-- Data follows --

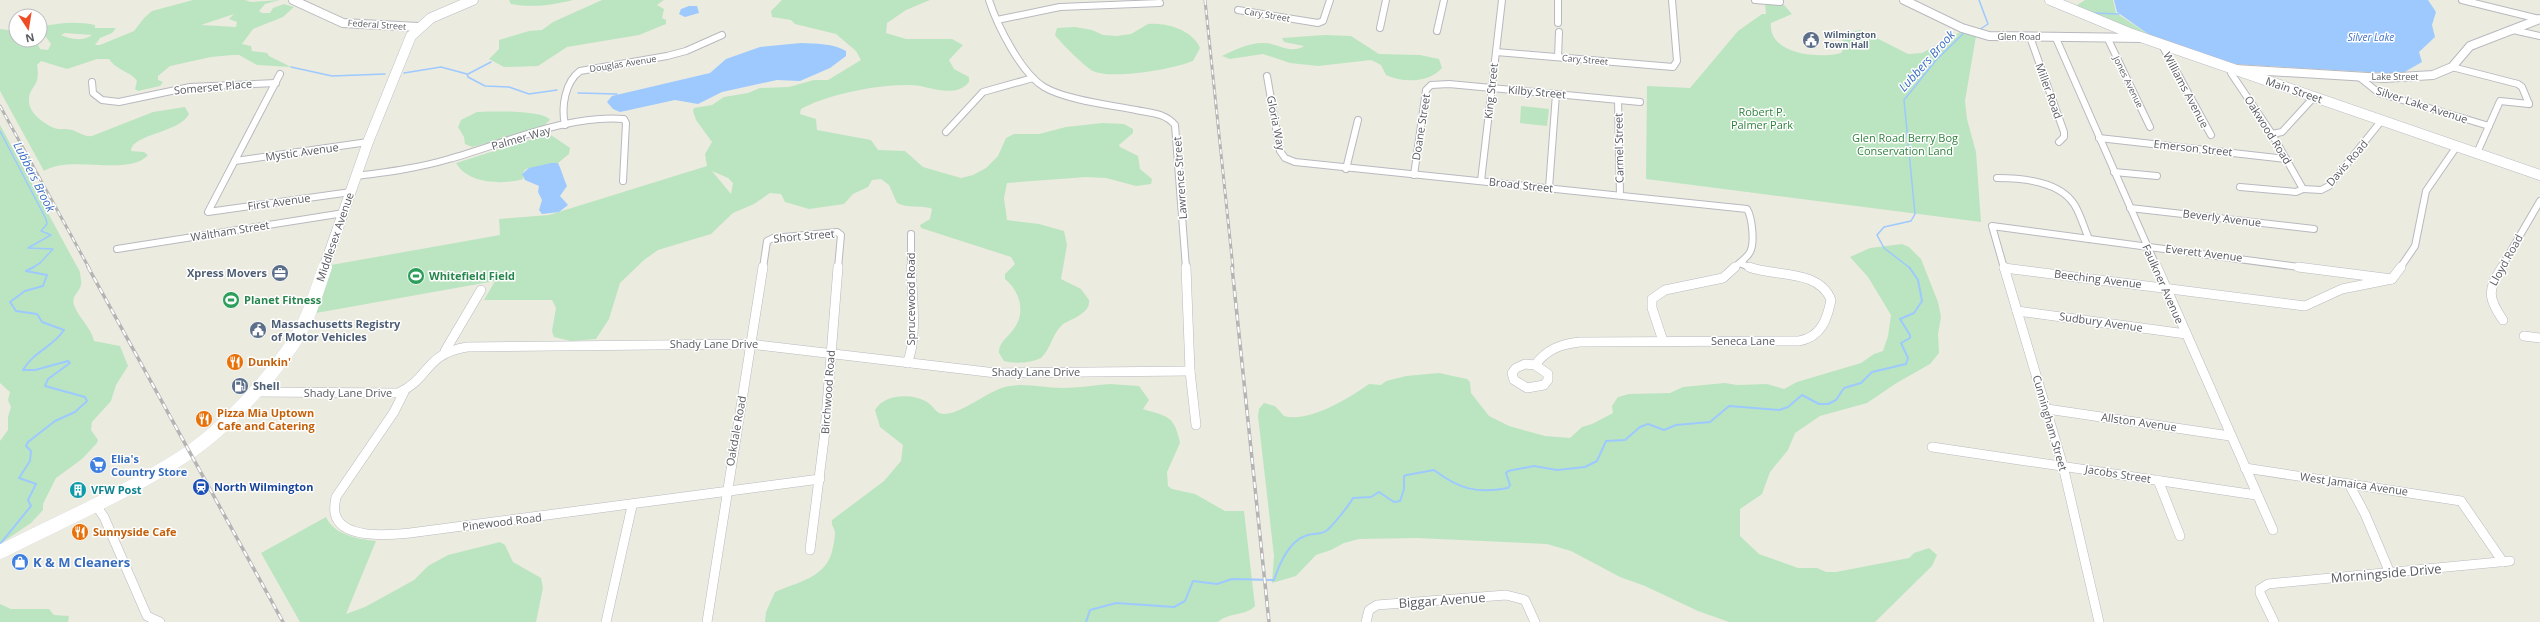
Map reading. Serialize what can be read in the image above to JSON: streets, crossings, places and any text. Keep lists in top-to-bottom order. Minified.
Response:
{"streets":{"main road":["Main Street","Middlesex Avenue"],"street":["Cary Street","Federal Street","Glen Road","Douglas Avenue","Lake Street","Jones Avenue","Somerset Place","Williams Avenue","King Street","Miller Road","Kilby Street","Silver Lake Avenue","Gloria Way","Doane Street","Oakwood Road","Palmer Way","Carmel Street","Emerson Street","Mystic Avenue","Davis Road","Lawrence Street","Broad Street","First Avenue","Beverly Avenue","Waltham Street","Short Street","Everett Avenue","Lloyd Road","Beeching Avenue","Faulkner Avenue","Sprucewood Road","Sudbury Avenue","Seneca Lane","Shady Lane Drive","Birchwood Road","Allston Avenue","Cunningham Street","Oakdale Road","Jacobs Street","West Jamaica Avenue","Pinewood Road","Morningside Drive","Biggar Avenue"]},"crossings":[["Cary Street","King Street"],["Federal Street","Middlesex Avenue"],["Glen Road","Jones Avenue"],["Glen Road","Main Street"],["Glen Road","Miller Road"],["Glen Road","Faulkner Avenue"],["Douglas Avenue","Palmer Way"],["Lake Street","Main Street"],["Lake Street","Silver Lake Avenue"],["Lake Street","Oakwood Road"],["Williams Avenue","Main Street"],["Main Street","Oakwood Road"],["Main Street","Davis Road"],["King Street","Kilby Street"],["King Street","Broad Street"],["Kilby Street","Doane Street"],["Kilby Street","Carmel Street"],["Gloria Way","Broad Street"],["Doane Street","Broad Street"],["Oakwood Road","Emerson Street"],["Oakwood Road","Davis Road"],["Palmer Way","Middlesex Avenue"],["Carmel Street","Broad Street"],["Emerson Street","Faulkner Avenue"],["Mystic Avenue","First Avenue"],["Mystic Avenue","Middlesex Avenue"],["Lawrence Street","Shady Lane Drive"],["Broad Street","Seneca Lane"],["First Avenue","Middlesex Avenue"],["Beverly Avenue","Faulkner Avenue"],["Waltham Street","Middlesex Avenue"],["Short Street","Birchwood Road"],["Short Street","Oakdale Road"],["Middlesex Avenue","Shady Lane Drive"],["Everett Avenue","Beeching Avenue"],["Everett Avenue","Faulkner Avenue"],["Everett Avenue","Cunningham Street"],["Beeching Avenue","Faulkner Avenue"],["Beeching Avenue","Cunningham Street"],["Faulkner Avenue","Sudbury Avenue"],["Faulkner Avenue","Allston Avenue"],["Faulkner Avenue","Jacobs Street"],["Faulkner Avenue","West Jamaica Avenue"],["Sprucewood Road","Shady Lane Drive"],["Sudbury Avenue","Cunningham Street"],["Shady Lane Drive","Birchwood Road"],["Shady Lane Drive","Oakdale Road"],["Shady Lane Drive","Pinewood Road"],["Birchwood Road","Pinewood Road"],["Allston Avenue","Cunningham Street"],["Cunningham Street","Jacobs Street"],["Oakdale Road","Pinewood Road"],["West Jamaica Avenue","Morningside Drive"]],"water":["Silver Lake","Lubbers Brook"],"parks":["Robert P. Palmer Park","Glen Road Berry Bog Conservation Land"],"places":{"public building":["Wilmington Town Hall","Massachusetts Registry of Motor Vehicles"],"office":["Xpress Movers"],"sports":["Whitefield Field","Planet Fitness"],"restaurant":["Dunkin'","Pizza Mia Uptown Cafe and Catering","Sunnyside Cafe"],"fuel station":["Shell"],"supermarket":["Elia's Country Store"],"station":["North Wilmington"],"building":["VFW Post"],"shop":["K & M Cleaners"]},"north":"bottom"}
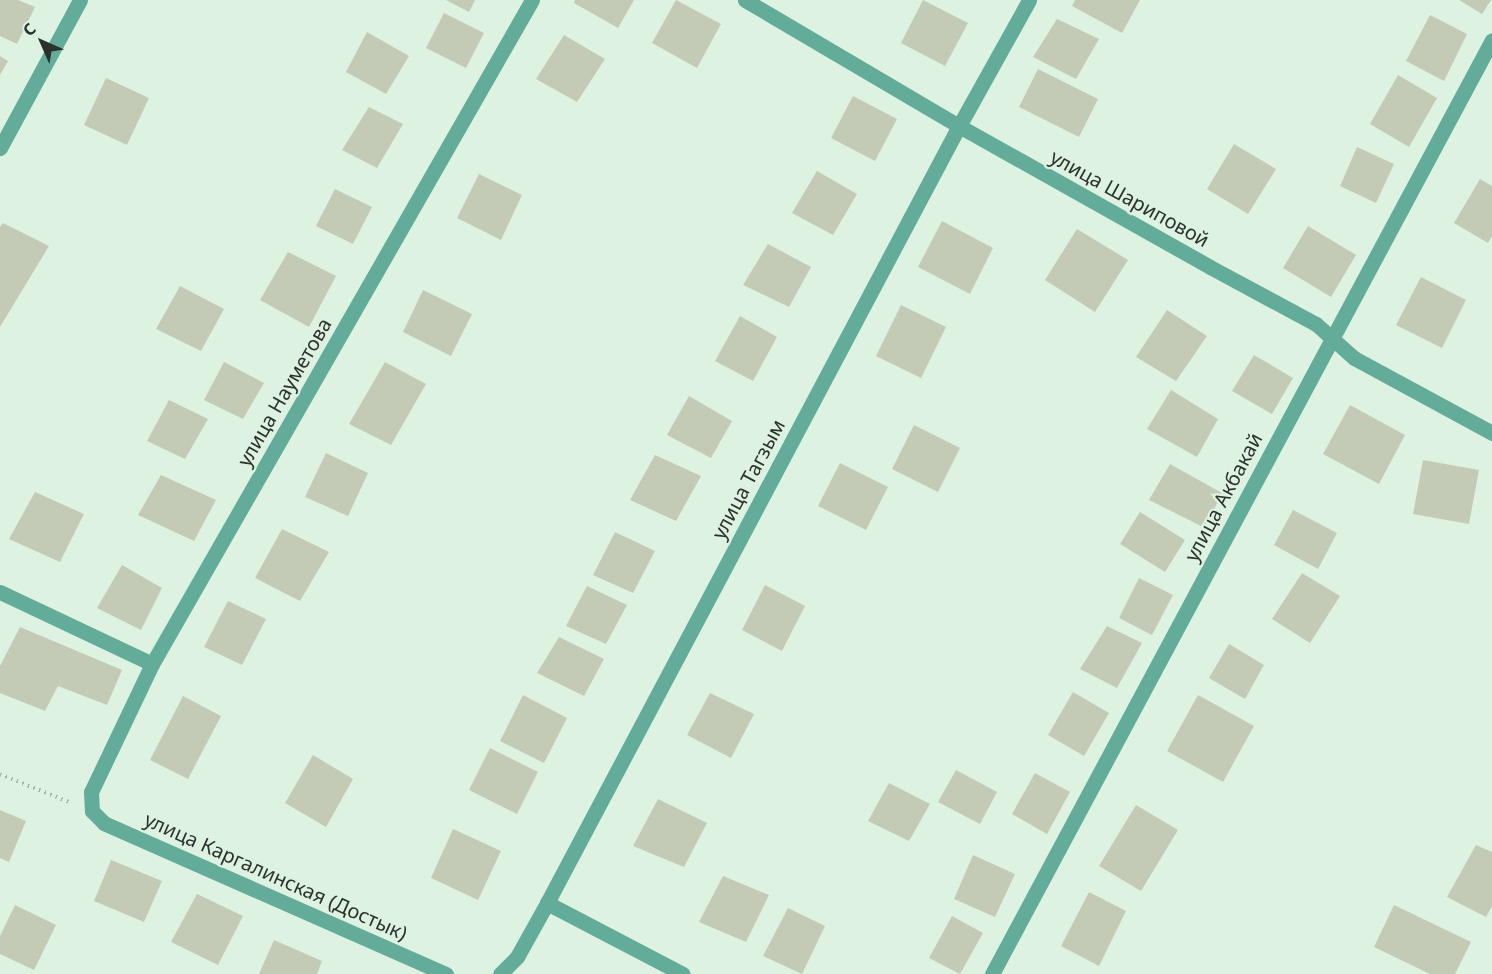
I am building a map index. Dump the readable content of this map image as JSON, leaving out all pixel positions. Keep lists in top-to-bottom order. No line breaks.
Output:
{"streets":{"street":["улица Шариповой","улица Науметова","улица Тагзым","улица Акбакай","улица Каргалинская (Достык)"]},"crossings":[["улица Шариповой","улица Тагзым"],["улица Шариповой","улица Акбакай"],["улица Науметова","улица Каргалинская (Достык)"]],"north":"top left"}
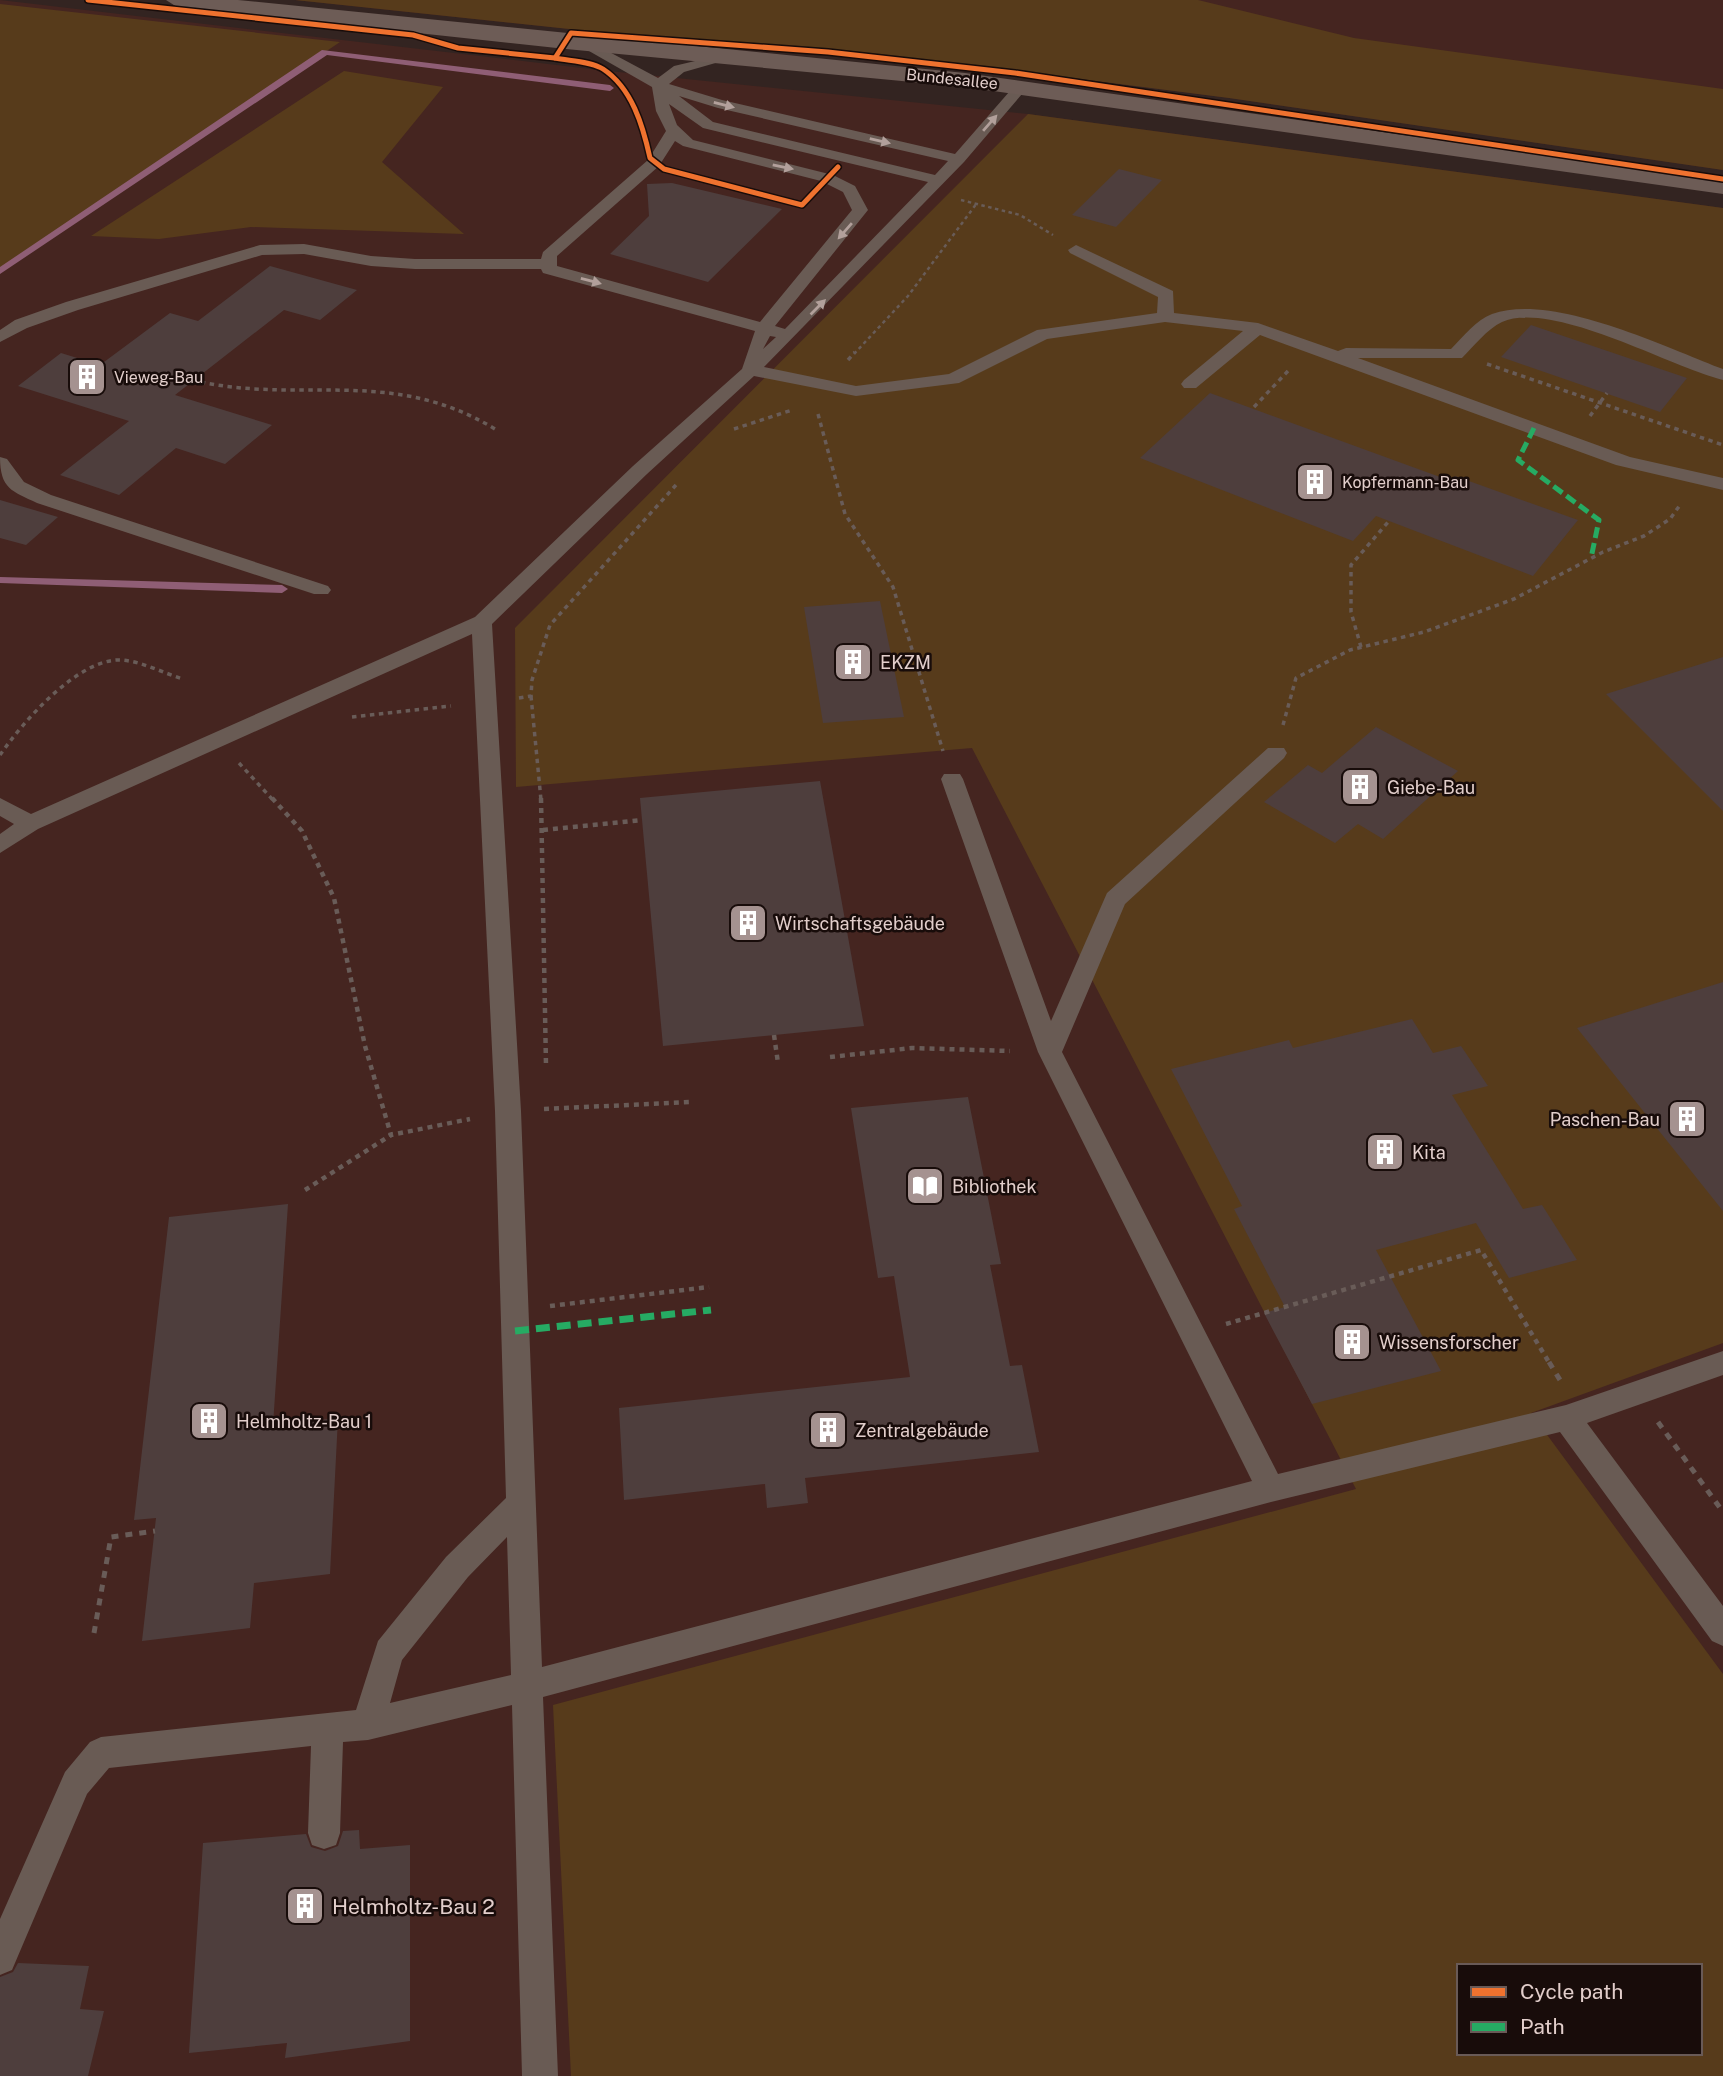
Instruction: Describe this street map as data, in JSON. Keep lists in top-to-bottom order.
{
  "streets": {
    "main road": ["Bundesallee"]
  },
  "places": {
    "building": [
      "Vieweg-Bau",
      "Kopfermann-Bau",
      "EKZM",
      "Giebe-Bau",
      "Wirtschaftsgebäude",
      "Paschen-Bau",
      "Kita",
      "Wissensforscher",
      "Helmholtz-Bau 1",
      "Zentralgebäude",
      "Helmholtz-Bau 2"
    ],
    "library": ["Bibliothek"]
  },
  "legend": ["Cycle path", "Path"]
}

-- Data concluded --

* [What is being asked]
Copy out each line of the entries above that holds "image".

* [Reply]
Map reading. Serialize what can be read in the image above to JSON: streets, crossings, places and any text. Keep lists in top-to-bottom order. Minified.
I am building a map index. Dump the readable content of this map image as JSON, leaving out all pixel positions. Keep lists in top-to-bottom order. No line breaks.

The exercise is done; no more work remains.